ANOTHER OF THE SUPREME COURT OPINIONS to be announced on Thursday analyzes the power of the Environmental Protection Agency over the regulation of so-called greenhouse gases. The Court, 6-3, overturned a D.C. Circuit Court decision that had upheld the E.P.A.’s alleged authority to broadly construe the Clean Air Act over carbon emissions.
Chief Justice John Roberts wrote the majority opinion — a broad ruling that will have ramifications in future cases involving federal agencies. It looked at two conflicting regulations in West Virginia v. EPA. Neither regulation is even in effect now, but in 2015, the Obama regime adopted the Clean Power Plan, which aimed to reduce carbon emissions from power plants under the belief that doing so would combat “climate change.” The CPP set specific and unique requirements for every state to meet by 2030 to cut power plant emissions, but the law was challenged in 2016, and the law was held in abeyance.

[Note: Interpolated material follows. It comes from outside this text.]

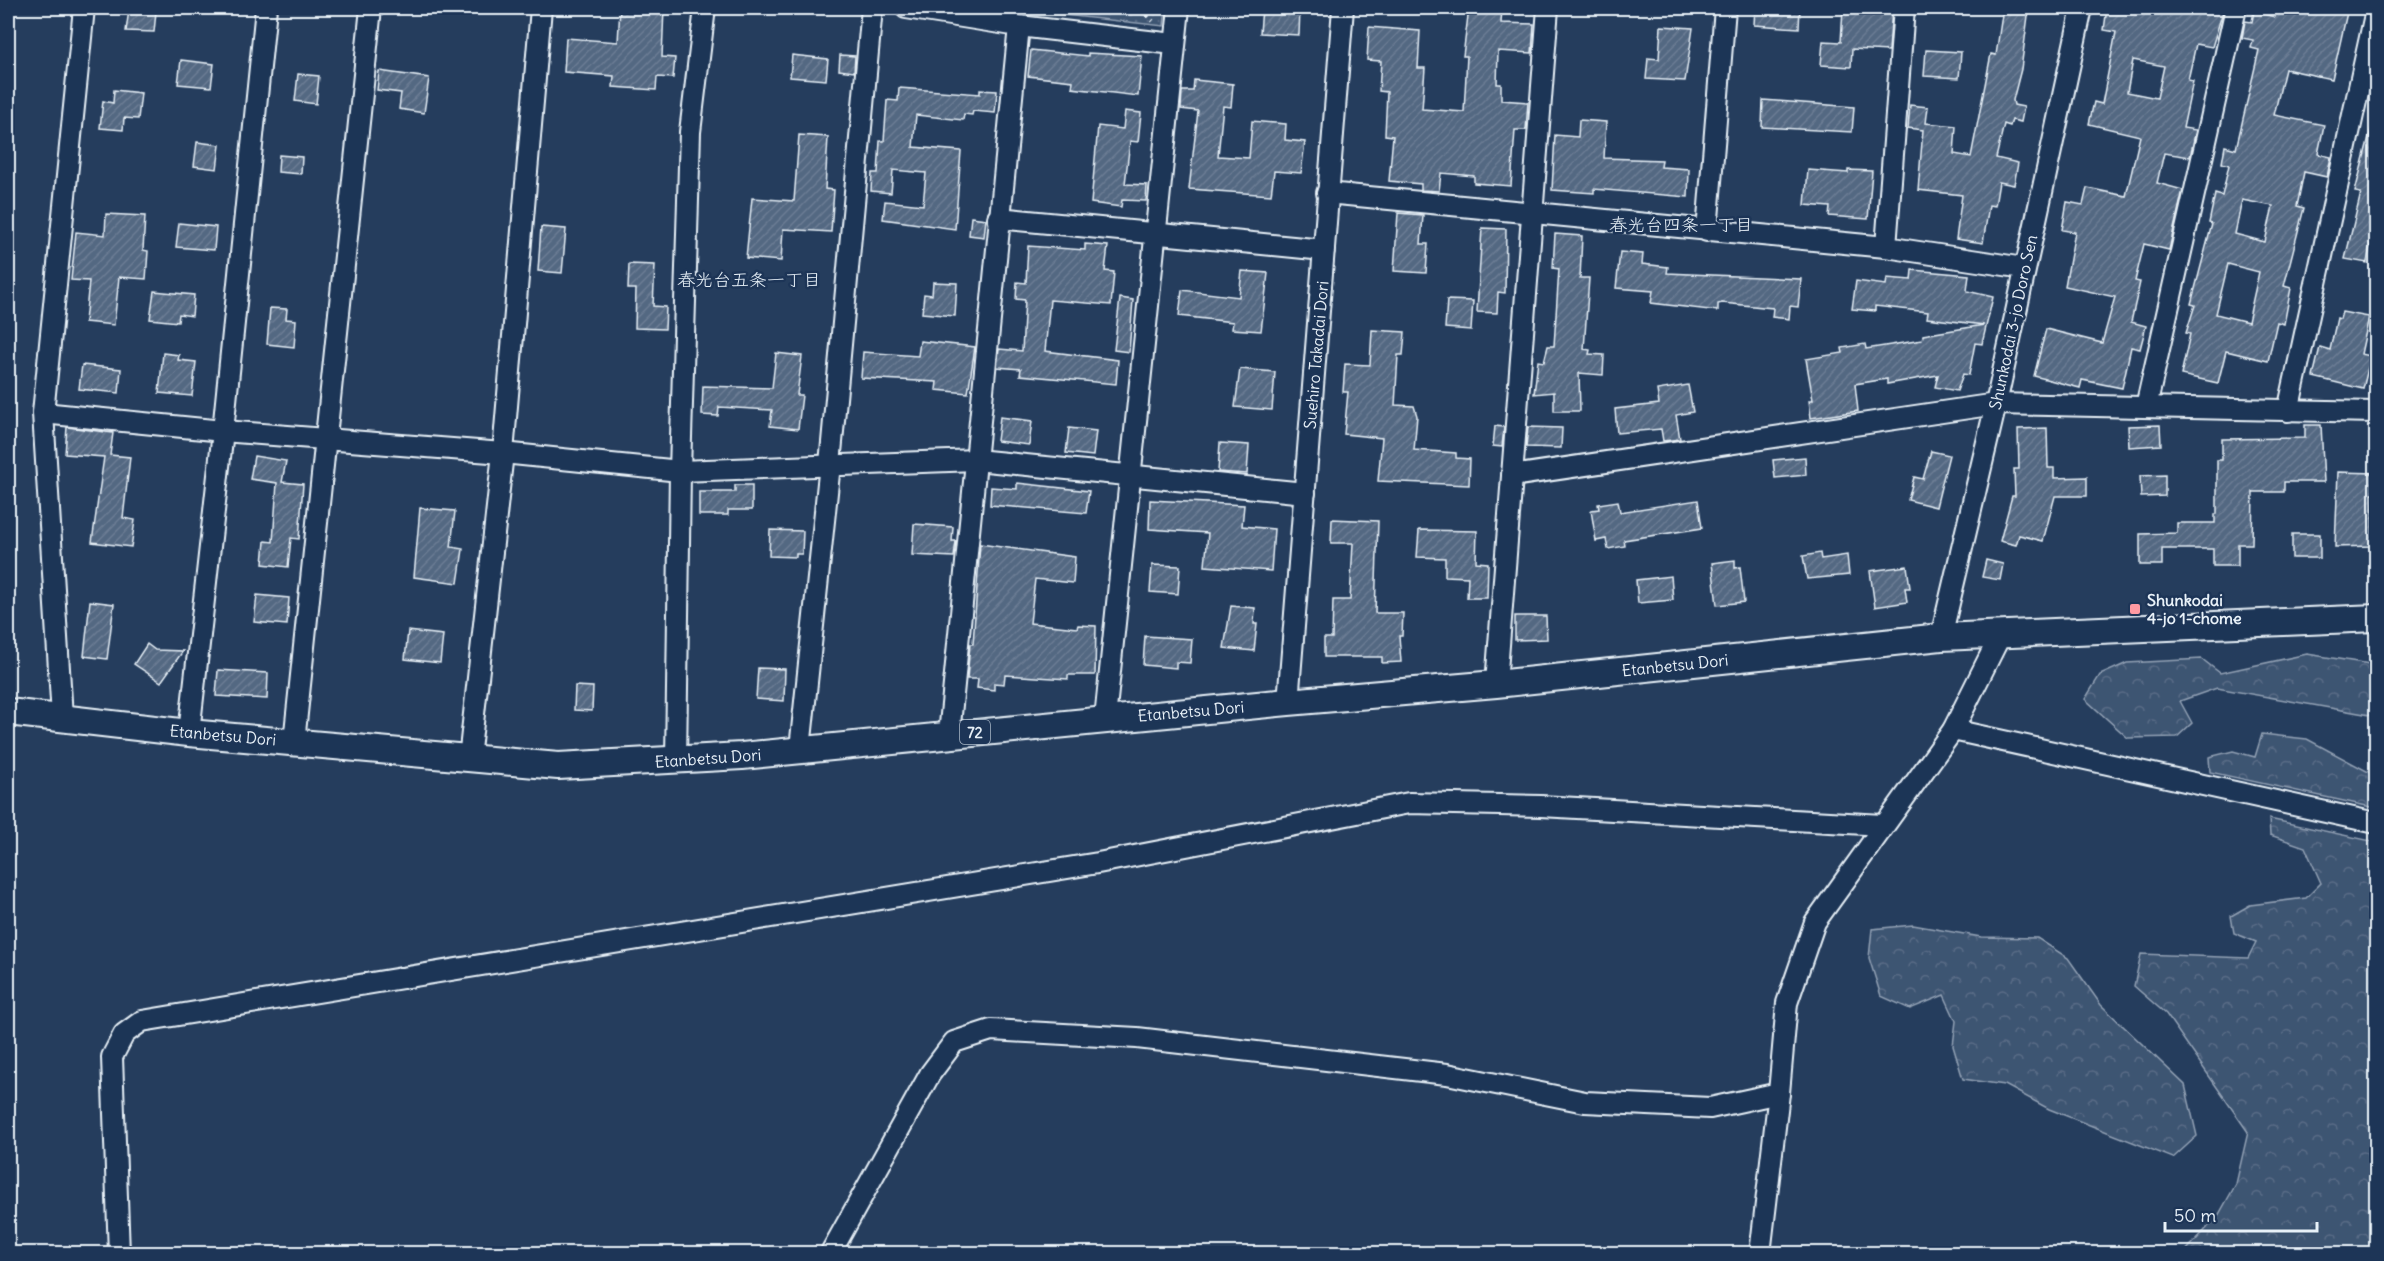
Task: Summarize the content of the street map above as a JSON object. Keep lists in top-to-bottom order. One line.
{"streets":{"main road":["Etanbetsu Dori","72"],"street":["Shunkodai 3-jo Doro Sen","Suehiro Takadai Dori"]},"crossings":[["Shunkodai 3-jo Doro Sen","Etanbetsu Dori"],["Suehiro Takadai Dori","Etanbetsu Dori"]],"districts":["春光台四条一丁目","春光台五条一丁目"],"places":{"transit":["Shunkodai 4-jo 1-chome"]},"scale_bar":"50 m"}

Fast-forward to 2019 when 45th President Donald Trump’s administration repealed the CPP, replacing it with the Affordable Clean Energy Rule, thereby giving states discretion to set standards, and providing power plants flexibility in compliance.
Trump believed the CPP exceeded the EPA’s statutory authority pursuant to Section 7411 of the Clean Air Act, which gave the EPA power to decide the “best system of emission reduction” for buildings that emit air pollutants. More specifically, the statute allowed measures relating to physical premises of power plants, but not the industry-wide mandates of the CPP.
In 2021, the D.C. Circuit vacated Trump’s repeal of the CPP and his ACE Rule. It also remanded the case to the E.P.A. This is what the Supreme Court reversed. The Opinion can be read in full here.
Roberts’ opinion is interesting, that the case was heard at all. Really, there was no case or controversy, and therefore, no standing. (An old favorite justification of the Court to decline to decide difficult cases.) Roberts glossed over this here, however, merging justiciability doctrines, stating that cessation by the government of the acts complained of does not relieve the Court’s ability to decide to the case due to mootness “unless it is ‘absolutely clear that the allegedly wrongful behavior could not reasonably be expected to recur.’” This, he said, was not absolutely clear here. (Surely he’s right. It’s also slightly reminiscent of just-overruled Roe, where pregnancy terminations, while making the controversy moot, fell into the mootness exception, i.e., “capable of repetition, yet evading review.”)
Instead, Roberts ruled on the issue of the “major-questions doctrine,” when if Congress choses to give an administrative agency power to make “decisions of vast economic and political significance,” it must clearly say so. Here, he said, they did not, and in fact, had rejected enacting programs in the past such as what the E.P.A. had promulgated.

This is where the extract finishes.